Hacker News new | ask | show | jobs
by hoopladler 3058 days ago
Cables and switches always break first. It's the same in power tools - any component that you have a 200-pound gorrilla mucking around with every day will eventually break. You can mitigate this, but you can't eliminate it. It doesn't mean they're bad design.

That said, I think a good, working bluetooth solution would be something I'd prefer. I like analog jacks, but honestly, cables are a bad solution for wearable devices.

2 comments

Guess what's going to break first in all bluetooth headphones, potentially much much much sooner than headphone jack ever breaks for people?

The microscopic lithium battery crammed into the case - non replacable, usually in difficult environment and if it fails you have to buy new headphones. This is far far worse choice for consumers than normal cable-based headphones.

I don't disagree, but I think that's more because it's hard to make a shitty headphone jack, whereas it's easy to make a shitty bluetooth headphone set. If somebody actually sat down and made a good bluetooth headphone, with the same kind of robustness and repairability that you get from high-end hearing aids, then it would simply be better than a jack.

A bad technological culture makes technology it can't mess up seem better than it actually is.

If someone made a pair of headphones to the same standard as high-end hearing aids are made, the price would surely be similar - and that's just way too much to pay for headphones for most people.

Let me put it this way - if I buy a $50 pair of bluetooth headphones and a $50 pair of normal headphones, put them both in a box and opened the box in 10 years, the first pair will be unusable due to the built-in battery, while the second pair will continue working just fine.

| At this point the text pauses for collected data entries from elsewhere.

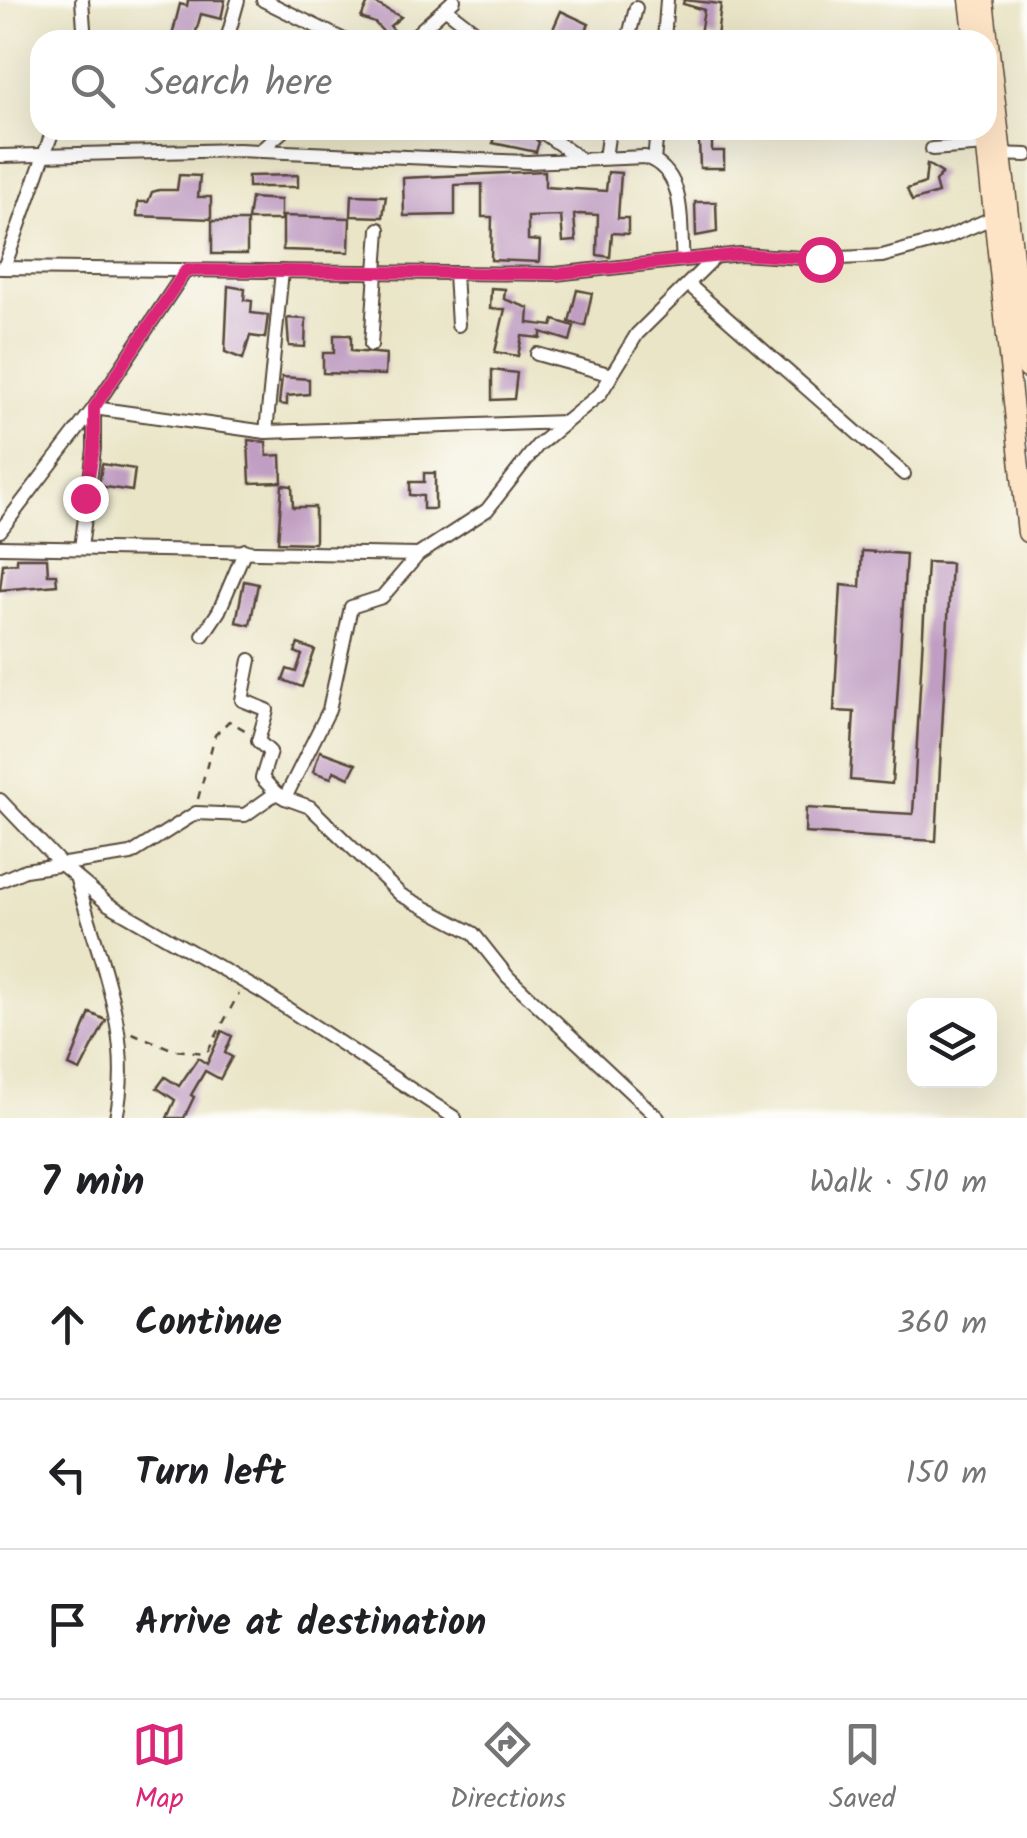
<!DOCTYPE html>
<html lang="en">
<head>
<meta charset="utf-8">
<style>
	:root { --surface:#fff; --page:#f2f2f2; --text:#202124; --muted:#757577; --line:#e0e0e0; --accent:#db2777 }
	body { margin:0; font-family:Kalam,sans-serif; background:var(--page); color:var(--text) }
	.controls { position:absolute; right:30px; bottom:30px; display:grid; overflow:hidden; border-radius:20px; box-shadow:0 10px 40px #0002 }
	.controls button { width:90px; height:90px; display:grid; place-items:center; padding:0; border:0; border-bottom:2px solid var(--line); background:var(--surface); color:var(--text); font:50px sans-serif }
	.stop { position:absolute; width:30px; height:30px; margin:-22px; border:8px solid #db2777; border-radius:50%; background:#fff }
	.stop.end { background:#db2777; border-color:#fff; box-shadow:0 2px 10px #0008 }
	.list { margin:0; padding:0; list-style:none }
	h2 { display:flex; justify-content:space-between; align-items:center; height:130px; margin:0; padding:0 40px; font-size:42px }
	h2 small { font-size:32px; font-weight:400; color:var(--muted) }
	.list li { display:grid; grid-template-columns:65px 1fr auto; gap:30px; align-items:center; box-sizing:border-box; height:150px; padding:0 40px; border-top:2px solid var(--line) }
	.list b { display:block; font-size:38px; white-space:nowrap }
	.list em { font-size:32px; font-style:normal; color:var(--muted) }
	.icon { flex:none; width:55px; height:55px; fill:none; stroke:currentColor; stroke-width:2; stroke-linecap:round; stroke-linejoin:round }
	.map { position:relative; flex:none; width:1027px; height:1118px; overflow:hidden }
	.search { position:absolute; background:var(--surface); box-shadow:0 10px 40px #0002; left:30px; right:30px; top:30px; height:110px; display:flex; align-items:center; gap:25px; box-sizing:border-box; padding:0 35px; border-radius:30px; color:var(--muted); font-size:38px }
	.sheet { height:580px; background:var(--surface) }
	nav { display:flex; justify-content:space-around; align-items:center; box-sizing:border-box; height:140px; border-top:2px solid var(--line); background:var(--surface); font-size:28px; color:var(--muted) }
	nav a { display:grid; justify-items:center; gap:5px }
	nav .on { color:var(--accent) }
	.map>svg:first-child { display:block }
	.building { fill:#c09dc2 }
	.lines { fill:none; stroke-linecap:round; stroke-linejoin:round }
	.street-casing { stroke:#554637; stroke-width:16 }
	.secondary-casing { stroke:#554637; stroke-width:21 }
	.path { stroke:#554637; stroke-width:2.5; stroke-dasharray:8 8; stroke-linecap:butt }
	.street { stroke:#fff; stroke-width:12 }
	.secondary { stroke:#fee4c6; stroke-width:18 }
	.route { stroke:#db2777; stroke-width:12 }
</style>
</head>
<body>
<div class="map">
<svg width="1027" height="1118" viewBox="0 0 1027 1118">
	<rect width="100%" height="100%" fill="#fdfcf7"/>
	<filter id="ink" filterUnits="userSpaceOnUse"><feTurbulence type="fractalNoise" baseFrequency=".01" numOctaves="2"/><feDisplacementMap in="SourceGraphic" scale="20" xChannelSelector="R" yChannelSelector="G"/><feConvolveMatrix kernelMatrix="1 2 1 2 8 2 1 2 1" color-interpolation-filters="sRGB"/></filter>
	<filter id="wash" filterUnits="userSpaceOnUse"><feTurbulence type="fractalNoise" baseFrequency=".0048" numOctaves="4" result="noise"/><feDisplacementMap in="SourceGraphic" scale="40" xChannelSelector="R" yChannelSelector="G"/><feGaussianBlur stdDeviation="2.25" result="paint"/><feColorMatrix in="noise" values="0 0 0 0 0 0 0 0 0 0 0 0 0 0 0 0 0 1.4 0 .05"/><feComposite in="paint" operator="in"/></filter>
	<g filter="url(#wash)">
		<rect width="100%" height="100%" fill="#eae5c7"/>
		<g id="blocks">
			<!-- building -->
			<g class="building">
				<path d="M188,0H225L221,19L201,14L194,39L171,40L180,4L187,6Z"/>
				<path d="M369,0L401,17L390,26L397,34L391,40L375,23L361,18Z"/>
				<path d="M684,0L721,4L717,37L700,34L704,10L683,4Z"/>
				<path d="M561,11L589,24L585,32L603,40L550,36Z"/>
				<path d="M499,130L530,134L539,142L536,152L493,143Z"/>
				<path d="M686,130H712V151H724V168H700L699,140H686Z"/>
				<path d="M927,164L942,173L935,182L938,193L912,201L907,189L925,183Z"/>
				<path d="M545,171V187L606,191L608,172L621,173L618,218H628V234L612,233L610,257L597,255L598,215L579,214L574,215L576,241L563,242L561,216L528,217V240L540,241L539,262L491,260L492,217H482V184L455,185V215L404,216L403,178Z"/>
				<path d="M179,175L200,176L198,197H211V219L137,216L138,202H148L152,192L159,190H177Z"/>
				<path d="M298,175V187H248V176Z"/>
				<path d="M352,195L386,196L383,217L351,216Z"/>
				<path d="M251,198L281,200V220H248Z"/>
				<path d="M695,202H716L717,232L696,236Z"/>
				<path d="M283,216L350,218L349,252L283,250Z"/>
				<rect x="212" y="221" width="35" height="33"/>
				<path d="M228,286L245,289L244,300L252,301L251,313L268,315L265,338L250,336L243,359L225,352Z"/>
				<path d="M491,288L505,289L504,299L529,308L528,323L552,326L554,320L574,326L570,341L541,332V338L522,336L518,356L495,352L505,309H490Z"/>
				<path d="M577,290L592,293L585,326L569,322Z"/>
				<path d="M287,318L306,319L305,347L289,346Z"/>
				<path d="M334,335H351V351L386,354L385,375L323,373V353H334Z"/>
				<path d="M492,370L517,373L514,399L492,400Z"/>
				<path d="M282,377L309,379V394L287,396V405L279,404Z"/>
				<path d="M248,440L266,442L267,456L281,455L282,482L250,483Z"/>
				<path d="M102,464L135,469L132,491L99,486Z"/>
				<path d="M424,473H435V509H423V496L410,495V482H424Z"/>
				<path d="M282,485L292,486L293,507H315V543L278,542Z"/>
				<path d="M862,551L906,554L892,784L850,780L854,712L834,711L841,585L860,587Z"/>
				<path d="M17,558H47L48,574H56L57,585L0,590L3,564L17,563Z"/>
				<path d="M927,562L951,563L936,841L805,833L806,808L913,814Z"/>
				<path d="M244,581L258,584L250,625L236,622Z"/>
				<path d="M298,644L315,650L302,687L283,680L287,669L296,672L302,655L295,652Z"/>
				<path d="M320,751L356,764L349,778L334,771L331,778L313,772Z"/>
				<path d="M90,1013L106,1020L80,1071L69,1066Z"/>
				<path d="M222,1031L232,1036L225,1053L232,1057L220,1079L205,1071L191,1095L194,1097L184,1118H167L175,1100L157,1088L165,1077L179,1086L198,1058L207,1064Z"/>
			</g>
		</g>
	</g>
	<g filter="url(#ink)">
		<use href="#blocks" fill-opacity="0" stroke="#554637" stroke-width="2.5"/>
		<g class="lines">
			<!-- street casing -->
			<g class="street-casing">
				<g id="street">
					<path d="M263,0L344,40"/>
					<path d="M446,9L486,40"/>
					<path d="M79,40L84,28L82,0"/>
					<path d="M222,40L228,36L238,0"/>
					<path d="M410,40L454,0"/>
					<path d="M628,40L636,8"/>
					<path d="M664,40L667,0"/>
					<path d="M539,130L582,160"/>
					<path d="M932,149L986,145"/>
					<path d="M261,150L284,130"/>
					<path d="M995,154L1027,155"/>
					<path d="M0,156L238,150L528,162L645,157C688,172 679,223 683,260"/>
					<path d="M605,158L609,130"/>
					<path d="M654,161L657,130"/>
					<path d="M0,268L555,274L740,254L820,259L882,256L941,240L992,218"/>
					<path d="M4,268L53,130"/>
					<path d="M282,271L266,432L566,422"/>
					<path d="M455,273L458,325"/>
					<path d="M688,284L904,474"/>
					<path d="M371,345L379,229"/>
					<path d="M537,354L612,375"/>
					<path d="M0,531L94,408L186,270"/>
					<path d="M0,547L418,555"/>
					<path d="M81,548L94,449V408L266,432"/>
					<path d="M203,635L219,611L245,550"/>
					<path d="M250,660L242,700L267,710L258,741L270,752L262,778L276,793"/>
					<path d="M0,800L61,864L108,904L262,992L455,1118"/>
					<path d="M77,880C99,959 134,1035 116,1118"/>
					<path d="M0,881L25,870L131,854L196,813L245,815L276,793L285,798"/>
					<path d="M658,1118L508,977L473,933L401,895L310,807L285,798L329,710L351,607L382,597L418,555L487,510L537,446L600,394L637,334L716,256"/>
				</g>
			</g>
			<!-- secondary casing -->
			<g class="secondary-casing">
				<g id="secondary">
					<path d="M969,0L974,40"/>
					<path d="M984,0L1027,369"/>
					<path d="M984,130L1027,533"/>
				</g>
			</g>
			<!-- path -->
			<g class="path">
				<path d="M198,799L215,735L229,721L250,733"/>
				<path d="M132,1033L174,1050L207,1053L239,993"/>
			</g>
			<!-- street -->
			<use href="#street" class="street"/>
			<!-- secondary -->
			<use href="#secondary" class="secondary"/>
		</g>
	</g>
	<g class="lines" filter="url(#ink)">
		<!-- route -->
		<path class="route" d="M85,498L94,449V408L186,270L555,274L740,254L820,259"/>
	</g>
</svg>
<div class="controls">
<button><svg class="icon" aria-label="layers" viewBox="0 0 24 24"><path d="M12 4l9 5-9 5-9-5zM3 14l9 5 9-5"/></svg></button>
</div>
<div class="stop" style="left:820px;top:259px"></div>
<div class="stop end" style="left:85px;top:498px"></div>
<div class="search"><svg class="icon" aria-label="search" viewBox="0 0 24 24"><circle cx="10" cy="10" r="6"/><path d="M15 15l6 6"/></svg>Search here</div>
</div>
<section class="sheet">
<h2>7 min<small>Walk · 510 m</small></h2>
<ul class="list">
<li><svg class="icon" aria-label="ahead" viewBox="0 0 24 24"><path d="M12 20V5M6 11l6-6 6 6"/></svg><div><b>Continue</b></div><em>360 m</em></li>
<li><svg class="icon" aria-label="left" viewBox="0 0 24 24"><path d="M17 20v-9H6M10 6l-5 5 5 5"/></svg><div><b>Turn left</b></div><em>150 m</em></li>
<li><svg class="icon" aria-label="arrive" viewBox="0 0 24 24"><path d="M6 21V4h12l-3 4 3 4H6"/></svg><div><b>Arrive at destination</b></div></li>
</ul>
</section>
<nav>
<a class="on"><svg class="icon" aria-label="map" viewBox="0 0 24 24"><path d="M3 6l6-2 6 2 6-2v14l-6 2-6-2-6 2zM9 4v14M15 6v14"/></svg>Map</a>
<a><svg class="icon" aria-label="directions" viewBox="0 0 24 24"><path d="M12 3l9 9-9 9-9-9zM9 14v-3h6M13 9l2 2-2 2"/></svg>Directions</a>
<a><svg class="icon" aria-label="saved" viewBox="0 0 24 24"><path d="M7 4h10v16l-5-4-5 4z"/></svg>Saved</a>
</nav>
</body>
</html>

Sure, maybe a $200 pair of headphones would have a replaceable battery - but I find it extremely difficult to spend so much money on a pair of headphones.

A replacable battery doesn't cost 150$. It's just one screw. The reason why headphones are much cheaper than hearing aids is mainly economies of scale.

I think the main reason why headphones often suck are cultural, not mechanical. If you make stuff in capitalism, it being cheap is always a great selling point, even if it craps out after a couple of weeks of use. So you get the whole market crowded with useless junk, and well-made stuff gets crowded out. Stuff that, from a technological perspective, is outdated, works better than new stuff because of this culture. It doesn't mean that the new technology isn't better. It just means that, with an attitude like ours, we could make crud using any technology.

> a 200-pound gorrilla mucking around

There's the AvE influence.

That man is honestly the most entertaining and informative tv-show I've ever watched.